**Exercise**: Output only the line that contains "分 · 10:23</p></div><em>¥488</em></li>" and the lines after it, all verbatim, through the last one below.

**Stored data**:
......

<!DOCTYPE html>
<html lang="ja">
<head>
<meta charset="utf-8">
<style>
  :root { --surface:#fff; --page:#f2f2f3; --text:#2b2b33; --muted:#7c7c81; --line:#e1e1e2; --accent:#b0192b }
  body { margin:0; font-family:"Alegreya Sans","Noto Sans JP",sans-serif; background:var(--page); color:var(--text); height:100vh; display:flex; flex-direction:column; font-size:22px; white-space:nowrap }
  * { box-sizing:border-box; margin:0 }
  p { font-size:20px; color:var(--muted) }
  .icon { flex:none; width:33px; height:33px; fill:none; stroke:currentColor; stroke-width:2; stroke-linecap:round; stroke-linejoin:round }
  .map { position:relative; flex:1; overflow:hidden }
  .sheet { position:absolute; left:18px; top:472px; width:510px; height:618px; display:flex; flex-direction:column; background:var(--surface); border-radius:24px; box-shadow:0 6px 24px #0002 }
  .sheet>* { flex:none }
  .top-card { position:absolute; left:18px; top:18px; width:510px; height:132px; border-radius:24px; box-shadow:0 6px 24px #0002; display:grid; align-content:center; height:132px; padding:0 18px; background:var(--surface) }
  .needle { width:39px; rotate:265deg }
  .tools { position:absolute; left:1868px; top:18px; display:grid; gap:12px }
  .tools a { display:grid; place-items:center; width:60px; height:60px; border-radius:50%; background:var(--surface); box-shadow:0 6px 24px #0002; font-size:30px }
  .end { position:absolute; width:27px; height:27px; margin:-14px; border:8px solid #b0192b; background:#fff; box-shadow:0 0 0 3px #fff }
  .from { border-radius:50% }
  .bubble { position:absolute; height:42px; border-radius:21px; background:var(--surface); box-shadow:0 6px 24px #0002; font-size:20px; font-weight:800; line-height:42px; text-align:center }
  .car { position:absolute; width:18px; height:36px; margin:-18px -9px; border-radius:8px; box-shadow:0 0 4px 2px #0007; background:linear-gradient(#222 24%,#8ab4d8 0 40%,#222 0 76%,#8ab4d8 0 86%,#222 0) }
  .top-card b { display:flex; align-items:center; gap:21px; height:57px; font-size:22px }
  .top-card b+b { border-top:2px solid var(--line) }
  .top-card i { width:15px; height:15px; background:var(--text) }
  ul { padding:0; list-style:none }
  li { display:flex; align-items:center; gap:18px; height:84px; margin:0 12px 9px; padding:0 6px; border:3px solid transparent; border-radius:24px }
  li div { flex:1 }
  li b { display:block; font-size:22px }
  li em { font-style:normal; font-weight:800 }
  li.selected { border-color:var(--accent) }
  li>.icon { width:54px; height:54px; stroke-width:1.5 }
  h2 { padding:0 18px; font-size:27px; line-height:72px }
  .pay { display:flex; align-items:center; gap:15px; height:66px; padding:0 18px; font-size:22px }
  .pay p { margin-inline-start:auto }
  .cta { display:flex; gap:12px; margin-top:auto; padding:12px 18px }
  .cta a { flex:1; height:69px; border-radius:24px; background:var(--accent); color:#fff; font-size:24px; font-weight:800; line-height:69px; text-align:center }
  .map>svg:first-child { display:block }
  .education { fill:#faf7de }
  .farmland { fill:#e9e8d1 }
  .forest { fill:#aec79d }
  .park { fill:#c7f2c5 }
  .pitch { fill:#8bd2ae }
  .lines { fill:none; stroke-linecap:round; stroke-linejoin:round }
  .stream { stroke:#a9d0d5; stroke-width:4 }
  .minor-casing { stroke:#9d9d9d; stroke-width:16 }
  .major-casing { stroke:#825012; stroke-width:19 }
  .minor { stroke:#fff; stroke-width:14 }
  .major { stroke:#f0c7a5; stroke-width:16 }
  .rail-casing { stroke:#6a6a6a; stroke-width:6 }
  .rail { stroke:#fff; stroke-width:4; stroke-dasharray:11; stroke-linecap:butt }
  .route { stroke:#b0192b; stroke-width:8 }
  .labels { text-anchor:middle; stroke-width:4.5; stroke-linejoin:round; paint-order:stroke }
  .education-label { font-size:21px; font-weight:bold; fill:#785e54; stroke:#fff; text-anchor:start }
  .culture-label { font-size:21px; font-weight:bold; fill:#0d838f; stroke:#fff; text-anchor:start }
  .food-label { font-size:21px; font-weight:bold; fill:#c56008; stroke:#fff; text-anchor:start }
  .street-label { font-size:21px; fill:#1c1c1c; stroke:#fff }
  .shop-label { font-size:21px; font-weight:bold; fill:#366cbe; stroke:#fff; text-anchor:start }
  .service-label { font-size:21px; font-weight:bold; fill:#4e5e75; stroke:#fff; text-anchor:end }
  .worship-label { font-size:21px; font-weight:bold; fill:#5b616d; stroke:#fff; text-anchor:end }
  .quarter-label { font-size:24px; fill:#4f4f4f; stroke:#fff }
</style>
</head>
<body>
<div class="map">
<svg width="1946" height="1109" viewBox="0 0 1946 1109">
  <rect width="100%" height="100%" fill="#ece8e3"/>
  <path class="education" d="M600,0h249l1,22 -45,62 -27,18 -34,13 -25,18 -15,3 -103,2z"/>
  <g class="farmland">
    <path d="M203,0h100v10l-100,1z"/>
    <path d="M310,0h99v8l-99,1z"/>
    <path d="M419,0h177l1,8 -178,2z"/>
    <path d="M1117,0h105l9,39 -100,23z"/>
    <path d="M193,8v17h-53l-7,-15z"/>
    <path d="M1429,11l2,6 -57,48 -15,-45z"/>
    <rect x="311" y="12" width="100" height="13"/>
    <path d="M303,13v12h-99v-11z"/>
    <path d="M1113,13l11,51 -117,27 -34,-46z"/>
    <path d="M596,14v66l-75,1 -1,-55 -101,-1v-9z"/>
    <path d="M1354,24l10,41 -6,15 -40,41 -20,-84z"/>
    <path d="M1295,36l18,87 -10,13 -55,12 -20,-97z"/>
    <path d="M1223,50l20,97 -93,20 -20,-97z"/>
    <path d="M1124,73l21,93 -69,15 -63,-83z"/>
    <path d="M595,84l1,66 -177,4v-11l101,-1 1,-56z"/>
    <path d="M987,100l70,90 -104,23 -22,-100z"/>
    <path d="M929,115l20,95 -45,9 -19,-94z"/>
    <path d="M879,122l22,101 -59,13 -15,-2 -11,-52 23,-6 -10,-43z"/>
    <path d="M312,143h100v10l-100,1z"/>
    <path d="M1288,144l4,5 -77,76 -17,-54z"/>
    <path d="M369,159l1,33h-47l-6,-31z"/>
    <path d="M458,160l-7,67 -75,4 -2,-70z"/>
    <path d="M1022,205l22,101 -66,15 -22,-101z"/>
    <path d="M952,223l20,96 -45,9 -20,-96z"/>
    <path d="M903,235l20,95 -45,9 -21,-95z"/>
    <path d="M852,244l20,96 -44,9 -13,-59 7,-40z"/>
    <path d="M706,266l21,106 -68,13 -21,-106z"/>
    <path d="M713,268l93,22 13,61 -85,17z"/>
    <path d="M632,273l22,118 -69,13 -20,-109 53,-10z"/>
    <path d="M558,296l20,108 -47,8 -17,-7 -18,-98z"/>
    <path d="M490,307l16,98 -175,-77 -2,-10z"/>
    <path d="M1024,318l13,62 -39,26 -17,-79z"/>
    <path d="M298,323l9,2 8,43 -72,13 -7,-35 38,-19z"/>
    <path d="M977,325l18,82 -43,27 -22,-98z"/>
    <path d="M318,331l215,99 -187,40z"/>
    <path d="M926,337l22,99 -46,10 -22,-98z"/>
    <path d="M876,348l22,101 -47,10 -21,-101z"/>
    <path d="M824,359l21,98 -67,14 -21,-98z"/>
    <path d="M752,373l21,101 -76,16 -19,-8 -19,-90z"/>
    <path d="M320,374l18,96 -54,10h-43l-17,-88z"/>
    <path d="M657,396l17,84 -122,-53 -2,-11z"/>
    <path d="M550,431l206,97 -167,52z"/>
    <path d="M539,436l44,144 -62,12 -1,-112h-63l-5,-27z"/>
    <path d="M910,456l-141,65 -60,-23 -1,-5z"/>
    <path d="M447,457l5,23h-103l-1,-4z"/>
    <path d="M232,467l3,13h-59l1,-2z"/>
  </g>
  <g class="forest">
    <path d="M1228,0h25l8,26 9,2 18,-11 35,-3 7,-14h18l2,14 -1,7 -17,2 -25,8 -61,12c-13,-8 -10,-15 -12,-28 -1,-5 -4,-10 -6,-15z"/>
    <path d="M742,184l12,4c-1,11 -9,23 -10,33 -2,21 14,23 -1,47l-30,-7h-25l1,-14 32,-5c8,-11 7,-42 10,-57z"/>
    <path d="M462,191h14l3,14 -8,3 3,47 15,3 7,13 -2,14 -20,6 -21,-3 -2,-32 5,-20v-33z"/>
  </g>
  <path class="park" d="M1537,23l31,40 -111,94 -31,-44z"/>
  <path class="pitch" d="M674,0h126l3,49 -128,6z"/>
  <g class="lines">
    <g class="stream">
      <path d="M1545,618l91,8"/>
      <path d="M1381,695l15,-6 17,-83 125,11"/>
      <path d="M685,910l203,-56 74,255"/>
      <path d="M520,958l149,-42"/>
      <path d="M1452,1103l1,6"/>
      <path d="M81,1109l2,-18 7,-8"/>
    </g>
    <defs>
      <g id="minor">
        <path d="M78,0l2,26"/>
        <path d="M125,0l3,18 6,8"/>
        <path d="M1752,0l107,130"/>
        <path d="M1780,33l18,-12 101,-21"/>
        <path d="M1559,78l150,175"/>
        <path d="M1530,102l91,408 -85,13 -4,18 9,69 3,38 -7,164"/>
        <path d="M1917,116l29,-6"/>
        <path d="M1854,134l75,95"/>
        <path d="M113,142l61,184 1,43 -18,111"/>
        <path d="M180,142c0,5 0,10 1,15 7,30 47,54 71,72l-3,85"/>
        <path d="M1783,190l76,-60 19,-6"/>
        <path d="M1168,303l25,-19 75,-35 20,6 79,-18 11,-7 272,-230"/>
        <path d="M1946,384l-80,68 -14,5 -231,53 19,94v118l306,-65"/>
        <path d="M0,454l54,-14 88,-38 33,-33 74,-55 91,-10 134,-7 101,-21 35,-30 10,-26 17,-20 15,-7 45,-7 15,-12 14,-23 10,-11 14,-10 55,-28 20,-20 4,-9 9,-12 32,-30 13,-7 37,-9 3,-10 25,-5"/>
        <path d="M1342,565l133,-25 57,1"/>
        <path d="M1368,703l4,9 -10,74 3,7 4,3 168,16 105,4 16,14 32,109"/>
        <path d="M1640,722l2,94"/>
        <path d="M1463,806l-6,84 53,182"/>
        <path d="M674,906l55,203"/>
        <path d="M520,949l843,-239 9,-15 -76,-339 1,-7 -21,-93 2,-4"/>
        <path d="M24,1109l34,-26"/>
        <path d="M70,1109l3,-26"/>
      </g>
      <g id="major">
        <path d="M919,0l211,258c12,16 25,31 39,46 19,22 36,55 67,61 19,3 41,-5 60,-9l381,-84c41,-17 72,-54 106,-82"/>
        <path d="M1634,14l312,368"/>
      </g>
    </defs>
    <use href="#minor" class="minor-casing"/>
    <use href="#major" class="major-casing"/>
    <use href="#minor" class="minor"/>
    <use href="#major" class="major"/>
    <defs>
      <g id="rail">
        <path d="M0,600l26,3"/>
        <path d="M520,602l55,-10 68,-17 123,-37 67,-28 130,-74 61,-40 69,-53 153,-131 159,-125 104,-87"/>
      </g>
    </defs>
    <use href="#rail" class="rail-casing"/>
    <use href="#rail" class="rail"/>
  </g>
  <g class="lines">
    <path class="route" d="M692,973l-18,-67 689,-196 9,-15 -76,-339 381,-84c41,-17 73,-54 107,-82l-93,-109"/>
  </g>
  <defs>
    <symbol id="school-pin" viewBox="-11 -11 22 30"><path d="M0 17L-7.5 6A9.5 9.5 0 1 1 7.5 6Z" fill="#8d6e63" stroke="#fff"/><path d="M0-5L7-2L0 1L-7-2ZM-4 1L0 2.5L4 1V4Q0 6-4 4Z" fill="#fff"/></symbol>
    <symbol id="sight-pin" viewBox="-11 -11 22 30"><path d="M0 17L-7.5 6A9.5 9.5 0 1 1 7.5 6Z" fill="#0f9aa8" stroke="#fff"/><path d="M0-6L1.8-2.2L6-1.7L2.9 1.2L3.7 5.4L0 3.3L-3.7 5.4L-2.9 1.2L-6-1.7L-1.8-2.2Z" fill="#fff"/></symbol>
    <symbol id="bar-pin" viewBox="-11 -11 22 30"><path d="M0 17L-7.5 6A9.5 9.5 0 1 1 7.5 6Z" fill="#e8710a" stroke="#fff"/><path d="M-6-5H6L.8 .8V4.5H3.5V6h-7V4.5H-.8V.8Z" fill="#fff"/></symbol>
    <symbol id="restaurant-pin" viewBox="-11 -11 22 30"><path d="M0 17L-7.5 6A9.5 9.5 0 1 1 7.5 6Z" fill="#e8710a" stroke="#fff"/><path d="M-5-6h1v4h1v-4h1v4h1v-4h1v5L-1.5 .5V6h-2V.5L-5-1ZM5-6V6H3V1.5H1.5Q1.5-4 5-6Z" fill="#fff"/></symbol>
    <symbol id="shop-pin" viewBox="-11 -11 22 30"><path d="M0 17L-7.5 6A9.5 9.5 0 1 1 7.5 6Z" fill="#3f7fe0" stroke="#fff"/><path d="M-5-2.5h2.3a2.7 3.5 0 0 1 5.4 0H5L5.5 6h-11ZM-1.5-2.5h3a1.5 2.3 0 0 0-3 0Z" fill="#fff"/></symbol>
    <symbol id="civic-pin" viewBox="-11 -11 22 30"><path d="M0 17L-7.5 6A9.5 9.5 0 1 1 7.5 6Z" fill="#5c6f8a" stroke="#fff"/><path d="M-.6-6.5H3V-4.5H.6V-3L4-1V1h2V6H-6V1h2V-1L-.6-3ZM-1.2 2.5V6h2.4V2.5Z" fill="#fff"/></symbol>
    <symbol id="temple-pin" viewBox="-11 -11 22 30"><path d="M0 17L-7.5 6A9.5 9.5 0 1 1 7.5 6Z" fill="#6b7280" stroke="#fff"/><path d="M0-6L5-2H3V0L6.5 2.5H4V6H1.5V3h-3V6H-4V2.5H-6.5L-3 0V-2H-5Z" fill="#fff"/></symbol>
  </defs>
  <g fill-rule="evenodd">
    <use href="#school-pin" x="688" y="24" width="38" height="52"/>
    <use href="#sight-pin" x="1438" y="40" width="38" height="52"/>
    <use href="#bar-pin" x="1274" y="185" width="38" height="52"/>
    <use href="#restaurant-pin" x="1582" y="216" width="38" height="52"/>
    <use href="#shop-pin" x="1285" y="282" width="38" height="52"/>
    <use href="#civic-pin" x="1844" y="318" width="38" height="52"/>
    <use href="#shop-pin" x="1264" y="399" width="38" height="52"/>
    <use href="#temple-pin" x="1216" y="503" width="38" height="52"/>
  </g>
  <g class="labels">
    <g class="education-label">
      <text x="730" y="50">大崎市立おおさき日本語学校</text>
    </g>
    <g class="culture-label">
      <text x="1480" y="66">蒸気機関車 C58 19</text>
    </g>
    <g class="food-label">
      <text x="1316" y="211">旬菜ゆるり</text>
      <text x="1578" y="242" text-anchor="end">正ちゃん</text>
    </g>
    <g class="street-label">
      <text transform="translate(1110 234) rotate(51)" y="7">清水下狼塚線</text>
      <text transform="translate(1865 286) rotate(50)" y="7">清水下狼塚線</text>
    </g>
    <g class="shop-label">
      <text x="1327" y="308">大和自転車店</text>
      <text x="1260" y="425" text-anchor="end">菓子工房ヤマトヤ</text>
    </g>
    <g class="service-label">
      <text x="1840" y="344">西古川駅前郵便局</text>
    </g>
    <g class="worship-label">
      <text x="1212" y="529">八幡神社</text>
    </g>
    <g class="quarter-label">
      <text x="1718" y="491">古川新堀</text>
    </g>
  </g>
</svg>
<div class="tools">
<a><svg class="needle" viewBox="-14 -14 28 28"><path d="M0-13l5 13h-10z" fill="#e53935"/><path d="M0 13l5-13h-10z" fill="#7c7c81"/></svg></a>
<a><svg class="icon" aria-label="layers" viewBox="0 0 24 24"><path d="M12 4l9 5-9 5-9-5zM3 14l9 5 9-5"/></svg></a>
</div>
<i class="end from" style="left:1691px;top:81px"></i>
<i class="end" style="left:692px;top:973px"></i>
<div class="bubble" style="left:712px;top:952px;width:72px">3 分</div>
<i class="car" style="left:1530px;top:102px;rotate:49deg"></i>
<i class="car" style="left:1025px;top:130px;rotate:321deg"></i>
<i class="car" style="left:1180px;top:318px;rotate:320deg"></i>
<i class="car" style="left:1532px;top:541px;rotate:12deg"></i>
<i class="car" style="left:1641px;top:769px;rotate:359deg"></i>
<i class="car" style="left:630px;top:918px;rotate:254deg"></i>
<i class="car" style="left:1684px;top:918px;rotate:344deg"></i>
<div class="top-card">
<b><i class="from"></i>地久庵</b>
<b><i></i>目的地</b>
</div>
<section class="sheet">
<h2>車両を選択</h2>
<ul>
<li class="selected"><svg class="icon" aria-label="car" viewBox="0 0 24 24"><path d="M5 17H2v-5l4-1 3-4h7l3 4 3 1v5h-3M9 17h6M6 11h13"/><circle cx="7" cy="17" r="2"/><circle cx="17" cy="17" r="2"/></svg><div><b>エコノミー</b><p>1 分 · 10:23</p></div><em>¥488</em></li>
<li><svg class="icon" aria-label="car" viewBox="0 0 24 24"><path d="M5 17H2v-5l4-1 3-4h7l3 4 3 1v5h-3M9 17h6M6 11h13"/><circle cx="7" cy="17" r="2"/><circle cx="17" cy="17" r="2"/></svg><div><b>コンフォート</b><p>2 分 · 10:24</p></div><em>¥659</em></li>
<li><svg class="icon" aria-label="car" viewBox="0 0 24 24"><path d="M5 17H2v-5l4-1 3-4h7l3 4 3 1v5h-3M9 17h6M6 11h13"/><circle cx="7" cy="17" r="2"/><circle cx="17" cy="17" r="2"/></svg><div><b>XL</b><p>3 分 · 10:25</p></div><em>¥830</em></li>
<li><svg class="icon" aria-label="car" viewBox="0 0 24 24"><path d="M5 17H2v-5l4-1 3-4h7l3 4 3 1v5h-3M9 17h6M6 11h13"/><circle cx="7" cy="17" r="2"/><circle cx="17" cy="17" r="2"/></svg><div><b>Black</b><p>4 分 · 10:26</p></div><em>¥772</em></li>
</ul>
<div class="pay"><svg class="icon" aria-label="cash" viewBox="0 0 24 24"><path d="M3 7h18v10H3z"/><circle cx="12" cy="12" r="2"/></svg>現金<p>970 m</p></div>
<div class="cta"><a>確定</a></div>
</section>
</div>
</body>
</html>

......

**Expected output**:
<li class="selected"><svg class="icon" aria-label="car" viewBox="0 0 24 24"><path d="M5 17H2v-5l4-1 3-4h7l3 4 3 1v5h-3M9 17h6M6 11h13"/><circle cx="7" cy="17" r="2"/><circle cx="17" cy="17" r="2"/></svg><div><b>エコノミー</b><p>1 分 · 10:23</p></div><em>¥488</em></li>
<li><svg class="icon" aria-label="car" viewBox="0 0 24 24"><path d="M5 17H2v-5l4-1 3-4h7l3 4 3 1v5h-3M9 17h6M6 11h13"/><circle cx="7" cy="17" r="2"/><circle cx="17" cy="17" r="2"/></svg><div><b>コンフォート</b><p>2 分 · 10:24</p></div><em>¥659</em></li>
<li><svg class="icon" aria-label="car" viewBox="0 0 24 24"><path d="M5 17H2v-5l4-1 3-4h7l3 4 3 1v5h-3M9 17h6M6 11h13"/><circle cx="7" cy="17" r="2"/><circle cx="17" cy="17" r="2"/></svg><div><b>XL</b><p>3 分 · 10:25</p></div><em>¥830</em></li>
<li><svg class="icon" aria-label="car" viewBox="0 0 24 24"><path d="M5 17H2v-5l4-1 3-4h7l3 4 3 1v5h-3M9 17h6M6 11h13"/><circle cx="7" cy="17" r="2"/><circle cx="17" cy="17" r="2"/></svg><div><b>Black</b><p>4 分 · 10:26</p></div><em>¥772</em></li>
</ul>
<div class="pay"><svg class="icon" aria-label="cash" viewBox="0 0 24 24"><path d="M3 7h18v10H3z"/><circle cx="12" cy="12" r="2"/></svg>現金<p>970 m</p></div>
<div class="cta"><a>確定</a></div>
</section>
</div>
</body>
</html>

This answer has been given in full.